The first elements of this patch-set are various fixes and improvement that
stabilizes task_util and ensures energy comparison fairness across all CPUs of
the topology. Only once those fixed, we can completely remove the margin and
let feec() aggressively place task and save energy.

This has been validated by two different ways:

First using LISA's eas_behaviour test suite. This is composed of a set of
scenario and verify if the task placement is optimum. No failure have been
observed and it also improved some tests such as Ramp-Down (as the placement
is now more energy oriented) and *ThreeSmall (as no bouncing between clusters
happen anymore).

  * Hikey960: 100% PASSED
  * DB-845C:  100% PASSED
  * RB5:      100% PASSED

Second, using an Android benchmark: PCMark2 on a Pixel4, with a lot of
backports to have a scheduler as close as we can from mainline. 

  +------------+-----------------+-----------------+
  |    Test    |      Perf       |    Energy [1]   |
  +------------+-----------------+-----------------+
  | Web2       | -0.3% pval 0.03 | -1.8% pval 0.00 |
  | Video2     | -0.3% pval 0.13 | -5.6% pval 0.00 |
  | Photo2 [2] | -3.8% pval 0.00 | -1%   pval 0.00 |
  | Writing2   |  0%   pval 0.13 | -1%   pval 0.00 |
  | Data2      |  0%   pval 0.8  | -0.43 pval 0.00 |
  +------------+-----------------+-----------------+ 

The margin removal let the kernel make the best use of the Energy Model,
tasks are more likely to be placed where they fit and this saves a 
substantial amount of energy, while having a limited impact on performances.

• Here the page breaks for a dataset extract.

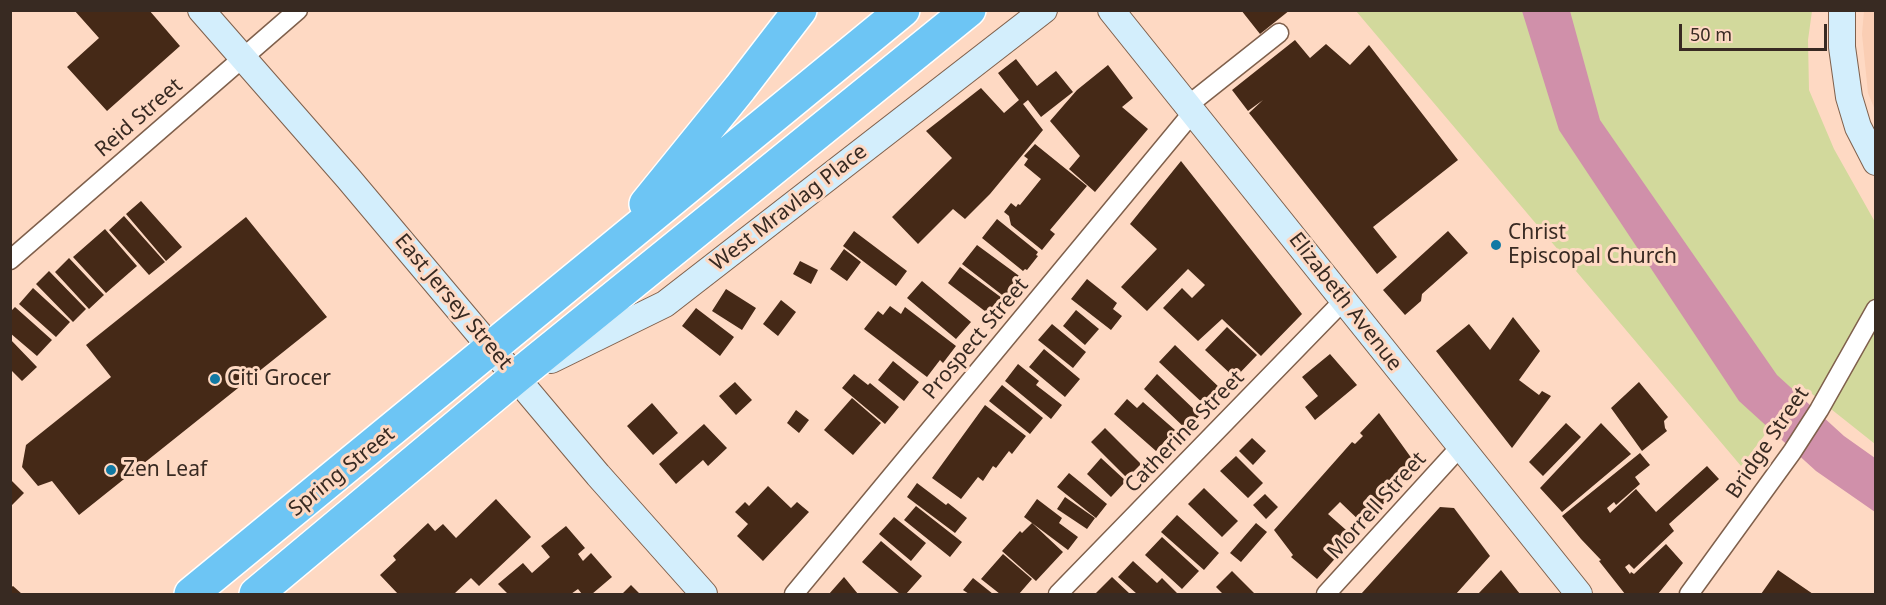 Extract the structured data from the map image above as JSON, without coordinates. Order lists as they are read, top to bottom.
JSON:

[1] This is an energy estimation based on the CPU activity and the Energy Model
for this device. "All models are wrong but some are useful"; yes, this is an
imperfect estimation that doesn't take into account some idle states and shared
power rails. Nonetheless this is based on the information the kernel has during
runtime and it proves the scheduler can take better decisions based solely on
those data.

[2] This is the only performance impact observed. The debugging of this test
showed no issue with task placement. The better score was solely due to some
critical threads held on better performing CPUs. If a thread needs a higher
capacity CPU, the placement must result from a user input (with e.g. uclamp
min) instead of being artificially held on less efficient CPUs by feec().
Notice also, the experiment didn't use the Android only latency_sensitive
feature which would hide this problem on a real-life device.


Vincent Donnefort (4):
  sched/fair: Provide u64 read for 32-bits arch helper
  sched/fair: Decay task PELT values during migration
  sched/fair: Remove task_util from effective utilization in feec()
  sched/fair: Remove the energy margin in feec()

 kernel/sched/core.c  |   7 ++
 kernel/sched/fair.c  | 263 ++++++++++++++++++++++---------------------
 kernel/sched/sched.h |  46 +++++++-
 3 files changed, 189 insertions(+), 127 deletions(-)

-- 
2.25.1